Emblems are rarely involved, as I’ve never thrown up a “peace” sign, or any sort of verbally translated gestures like that. More often than not, the kinesics are prevalent in my approach to her. Affect displays can aid in her understanding of what I’m feeling, because in these situations my heart is normally on my sleeve. I wouldn’t hide what I feel, so if I don’t want to kiss her, she will clearly know. Posture is important to, as it shows the relaxation or tenseness involved in the interaction. It is often congruent because we both mirror each other’s posture. All of these kinesics build up to establish our movement and communicator style. In this situation I’m sure I come across as more dominant and relaxed as she is impression-leaving and open. 
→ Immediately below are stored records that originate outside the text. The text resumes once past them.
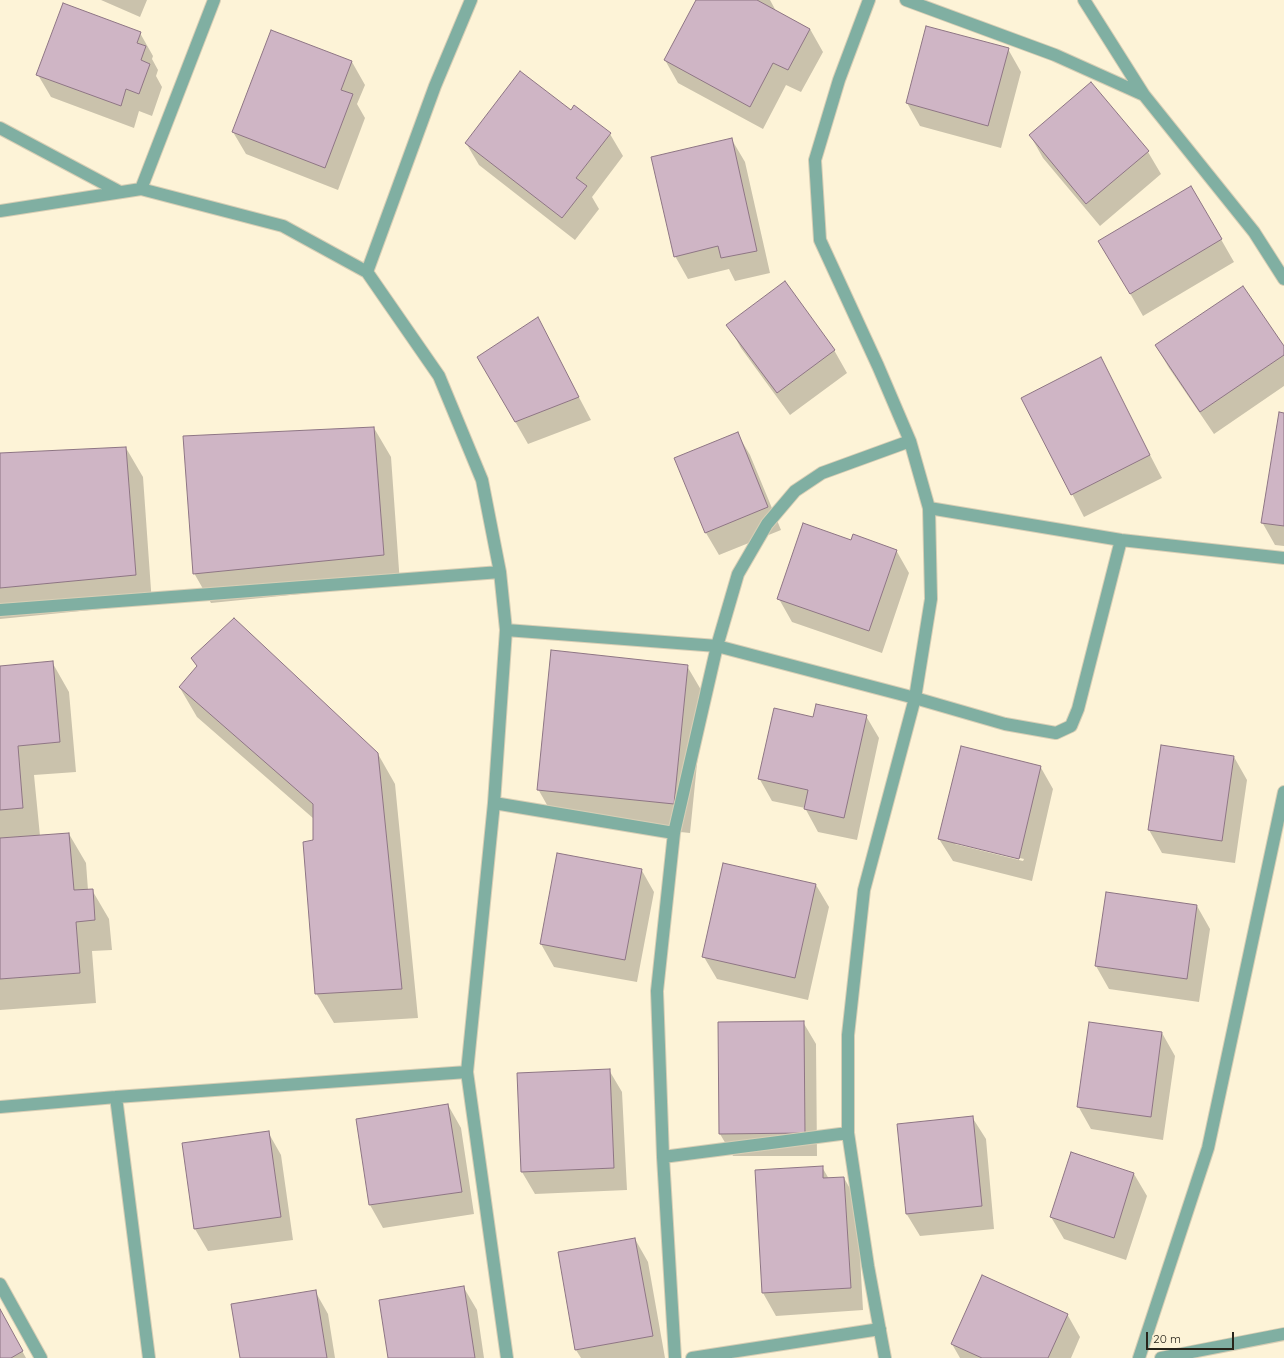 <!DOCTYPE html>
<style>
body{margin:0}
#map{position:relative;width:1284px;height:1358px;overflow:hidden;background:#fdf3d7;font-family:Quicksand,sans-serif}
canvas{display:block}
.scale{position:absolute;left:1146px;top:1332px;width:88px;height:18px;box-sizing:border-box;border:2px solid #28241a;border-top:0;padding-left:5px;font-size:12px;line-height:14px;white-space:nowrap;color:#28241a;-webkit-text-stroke:3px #fdf3d7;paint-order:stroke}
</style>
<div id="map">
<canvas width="1284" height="1358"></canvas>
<div class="scale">20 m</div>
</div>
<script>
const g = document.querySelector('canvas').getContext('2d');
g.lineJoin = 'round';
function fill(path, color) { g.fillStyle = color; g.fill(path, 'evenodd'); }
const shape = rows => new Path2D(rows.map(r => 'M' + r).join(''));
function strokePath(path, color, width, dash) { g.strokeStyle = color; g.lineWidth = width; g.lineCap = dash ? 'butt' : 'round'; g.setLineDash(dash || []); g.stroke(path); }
const shadow = shape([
 [101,0,147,0,140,17],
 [697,0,770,0,776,11,810,29,823,52,801,92,786,85,763,129,678,83,665,60],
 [272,31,352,62,365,85,357,104,365,118,338,190,246,154,233,132],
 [140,33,153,56,152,59,158,70,156,76,162,87,152,116,139,111,134,128,51,97,38,75],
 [1008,49,1021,72,1001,148,920,126,907,103],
 [571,112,610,134,623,156,592,197,599,209,575,240,479,165,466,143],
 [1030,135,1148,152,1161,174,1100,226,1043,158],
 [732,140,745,162,770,273,735,281,729,269,688,279,675,256],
 [1191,187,1234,262,1143,316,1100,241],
 [537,318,591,420,528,444,478,357],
 [728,325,834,350,847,373,790,415,741,348],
 [1156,346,1284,348,1284,386,1214,434,1169,368],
 [1100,359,1162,478,1084,517,1023,399],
 [1284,414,1284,546,1275,545,1262,522],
 [374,428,391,457,400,584,211,603,194,573],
 [737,433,750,455,781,530,719,555,706,533],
 [126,448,143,477,152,604,0,619,0,454],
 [851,541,896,550,909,573,882,653,792,622,779,599],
 [193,659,378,754,395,784,418,1018,334,1023,316,993,314,819,197,717,180,688,198,667],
 [52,662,69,692,76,772,34,775,40,836,69,834,86,863,88,890,92,890,109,919,112,950,92,951,96,1003,0,1010,0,667],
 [687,666,704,695,690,833,555,819,538,789],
 [866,716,879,738,857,840,818,832,805,808,772,801,759,778,814,718],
 [1161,746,1234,757,1247,780,1235,863,1162,853,1149,830],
 [1040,766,1053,789,1032,881,953,861,939,839],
 [955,842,1024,859,1023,861,955,844],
 [641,869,654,892,637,982,554,967,541,944],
 [816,885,829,907,808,1000,717,979,704,957],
 [1106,893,1197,906,1210,929,1199,1002,1109,989,1096,966],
 [803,1022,816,1044,817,1156,733,1156,720,1134],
 [1162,1033,1175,1056,1163,1140,1091,1129,1078,1106],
 [609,1070,622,1092,627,1190,535,1194,522,1172],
 [448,1105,461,1128,474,1214,383,1228,370,1205,357,1119],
 [972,1117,986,1139,994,1229,920,1236,906,1213],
 [268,1132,281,1155,293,1240,208,1251,195,1229,183,1144],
 [822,1167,829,1179,844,1178,857,1201,863,1310,776,1316,763,1293,756,1171],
 [1134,1174,1147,1196,1126,1260,1064,1239,1051,1217],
 [635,1239,648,1262,665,1358,581,1358,576,1350],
 [464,1288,477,1310,484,1358,389,1358],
 [315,1291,328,1314,335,1358,241,1358],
 [0,1310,26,1358,0,1358],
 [1067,1314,1080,1337,1071,1358,960,1358,952,1344]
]);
const building = shape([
 [696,0,757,0,810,29,788,70,773,63,750,107,664,60,696,0],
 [63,3,141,32,137,43,146,46,141,60,150,64,139,94,126,89,121,106,36,75,63,3],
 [926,26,1009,48,988,126,906,103,926,26],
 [271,30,352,61,341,90,353,94,325,168,232,132,271,30],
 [520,71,571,110,574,105,611,133,576,178,587,186,562,218,465,143,520,71],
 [1091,82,1149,151,1086,204,1029,135,1091,82],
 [732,138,757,251,721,258,718,246,674,257,651,157,732,138],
 [1191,186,1222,239,1130,294,1098,241,1191,186],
 [785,281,835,350,777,393,726,325,785,281],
 [1243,286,1284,346,1284,355,1200,412,1155,345,1243,286],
 [538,317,579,397,515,422,477,357,538,317],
 [1101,357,1150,455,1071,495,1021,398,1101,357],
 [1279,412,1284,413,1284,526,1261,523,1279,412],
 [374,427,384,555,193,574,183,436,374,427],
 [738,432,768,507,705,533,674,458,738,432],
 [126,447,136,575,0,588,0,453,126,447],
 [803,523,851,540,853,534,897,550,869,631,777,599,803,523],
 [234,618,378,753,402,989,315,994,303,842,313,840,313,804,179,687,197,666,191,658,234,618],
 [551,650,688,665,674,804,537,790,551,650],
 [53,661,60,742,18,746,23,808,0,810,0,666,53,661],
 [816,704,867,715,844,818,804,809,808,790,758,779,774,708,813,717,816,704],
 [1161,745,1234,756,1222,841,1148,830,1161,745],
 [961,746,1041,766,1019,859,938,839,961,746],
 [69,833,74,890,93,889,95,920,76,922,80,973,0,979,0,838,69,833],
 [557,853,642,869,625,960,540,944,557,853],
 [723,863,816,884,795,978,702,957,723,863],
 [1106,892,1197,905,1187,979,1095,966,1106,892],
 [804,1021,805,1133,719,1134,718,1022,804,1021],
 [1089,1022,1162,1032,1151,1117,1077,1107,1089,1022],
 [610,1069,614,1168,521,1172,517,1073,610,1069],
 [448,1104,462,1192,369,1205,356,1119,448,1104],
 [973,1116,982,1206,906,1214,897,1124,973,1116],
 [269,1131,281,1217,194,1229,182,1143,269,1131],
 [1071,1152,1134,1173,1114,1238,1050,1217,1071,1152],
 [823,1166,823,1178,844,1177,851,1288,762,1293,755,1170,823,1166],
 [635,1238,653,1336,575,1350,558,1252,635,1238],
 [982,1275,1068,1314,1048,1358,982,1358,951,1344,982,1275],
 [464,1286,475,1358,388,1358,379,1300,464,1286],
 [316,1290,327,1358,240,1358,231,1304,316,1290],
 [0,1309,23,1351,11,1358,0,1358,0,1309]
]);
const street = shape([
 [869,0,839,80,815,160,820,240,878,366,910,441,929,508,931,599,915,698,864,890,848,1035,848,1133,868,1266,885,1358],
 [906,0,1055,55,1144,95],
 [1084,0,1144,95,1254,232,1284,279],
 [0,128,120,192],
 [141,189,214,0],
 [0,211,141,189,283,226,367,272,439,376,482,480,500,572,506,630,494,803,467,1072,507,1358],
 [367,272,435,86,471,0],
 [929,508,1121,540,1284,558],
 [0,610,500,572],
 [506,630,717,646,915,698,1005,724,1056,733,1071,726,1078,709,1121,540],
 [494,803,674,833],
 [116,1097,149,1358],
 [0,1107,116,1097,467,1072],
 [663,1157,848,1133],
 [0,1284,41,1358],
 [675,1358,663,1157,657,991,674,833,717,646,738,574,767,524,795,491,822,473,910,441],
 [692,1358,880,1329],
 [1139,1358,1208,1148,1284,792],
 [1161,1358,1284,1334]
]);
fill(shadow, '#0003');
fill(building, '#cfb5c5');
strokePath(building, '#8e7584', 1);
strokePath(street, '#d7ceb5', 14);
strokePath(street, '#80afa2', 12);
</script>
This all leads up to the moment of truth. With the atmosphere established, the last step is the lean in. I wouldn’t lead with my lips puckered and my eyes closed because who knows where my lips would land, so usually I offer out my hand. Once the touch is reciprocated, I slide it up her waist to her face and grasp her lower cheek bone. I like to end up with one hand behind her head and… Now that I’m writing this in detail, I realize how weird it is to over analyze how I kiss, but I figure since I’ve already gone this far I might as well finish. It honestly shouldn’t be too touchy of a subject because it’s a natural part of life, but now that I’m thinking about it, I’ve rarely thought through how I kiss. It’s always just been second nature to me. Reflecting on how I do it is something I’ve never done before. Even when my friends would ask me “How did you hook up with so and so?” my answer is always, “It just happened.” The lack of thought seems natural to me because it’s a much more physical moment than it is mental. It’s about acknowledging our feelings and acting on it, and the nonverbal cues beforehand tell me whether the feelings is right. I haven’t said it yet so just to clarify, I’m not attacking (nor have I) any girls face with my tongue, without consent. The experiences I’m drawing from have always been on dates or romantic outings where the feelings are mutual, I’m just analyzing this from the perspective of nonverbal communication. This makes me realize that it’s more about how those feelings are expressed than psychoanalyzing the girls I’m with, the moment of. Of course, not all of my kisses follow down this exact “formula”, but this is an accurate representation of how some have gone. 

With that being said, the moment of, and after the kiss I’ll keep to myself. By that point our personal space is united. Pupil dilation or not, I wouldn’t know because my eyes close (only psychopaths kiss with their eyes open). It’s usually followed by more escalation from the kiss to who knows what else, and it stems from more haptics. Positive arousal becomes active and from then on, we are one… as long as we are both cool with it. Where and how we touch, as well as what we say are the deciding factors. The nonverbal communication got us together, and the nonverbal (partly verbal) act is what follows.

Bibliography

Jandt, F. E. (n.d.). Conflict & Communication. Sage.

Doyle, A. (n.d.). A List of Conflict Management Skills With Examples. Retrieved from https://www.thebalancecareers.com/conflict-management-skills-2059687

Richmond, V. P., McCroskey, J. C., & Hickson, M. (2012). Nonverbal behavior in interpersonal relations. Boston: Pearson/Allyn & Bacon.